## Data records
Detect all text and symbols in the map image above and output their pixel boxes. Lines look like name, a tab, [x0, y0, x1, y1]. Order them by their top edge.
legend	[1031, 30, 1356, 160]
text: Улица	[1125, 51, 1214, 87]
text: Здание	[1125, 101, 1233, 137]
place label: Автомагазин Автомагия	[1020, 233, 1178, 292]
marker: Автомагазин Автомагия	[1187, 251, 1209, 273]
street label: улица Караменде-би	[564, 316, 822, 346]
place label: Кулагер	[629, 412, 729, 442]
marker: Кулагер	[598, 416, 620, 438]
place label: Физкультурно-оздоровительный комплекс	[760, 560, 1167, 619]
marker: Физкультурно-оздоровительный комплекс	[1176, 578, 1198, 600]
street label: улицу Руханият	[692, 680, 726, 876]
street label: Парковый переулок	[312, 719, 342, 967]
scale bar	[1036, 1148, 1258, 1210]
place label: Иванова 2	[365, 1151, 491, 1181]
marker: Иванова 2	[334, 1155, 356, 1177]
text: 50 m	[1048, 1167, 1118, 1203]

## Problem statement
Set the records down again in full, exactly as they read.

## Answer to this task
Detect all text and symbols in the map image above and output their pixel boxes. Lines look like name, a tab, [x0, y0, x1, y1]. Order them by their top edge.
legend	[1031, 30, 1356, 160]
text: Улица	[1125, 51, 1214, 87]
text: Здание	[1125, 101, 1233, 137]
place label: Автомагазин Автомагия	[1020, 233, 1178, 292]
marker: Автомагазин Автомагия	[1187, 251, 1209, 273]
street label: улица Караменде-би	[564, 316, 822, 346]
place label: Кулагер	[629, 412, 729, 442]
marker: Кулагер	[598, 416, 620, 438]
place label: Физкультурно-оздоровительный комплекс	[760, 560, 1167, 619]
marker: Физкультурно-оздоровительный комплекс	[1176, 578, 1198, 600]
street label: улицу Руханият	[692, 680, 726, 876]
street label: Парковый переулок	[312, 719, 342, 967]
scale bar	[1036, 1148, 1258, 1210]
place label: Иванова 2	[365, 1151, 491, 1181]
marker: Иванова 2	[334, 1155, 356, 1177]
text: 50 m	[1048, 1167, 1118, 1203]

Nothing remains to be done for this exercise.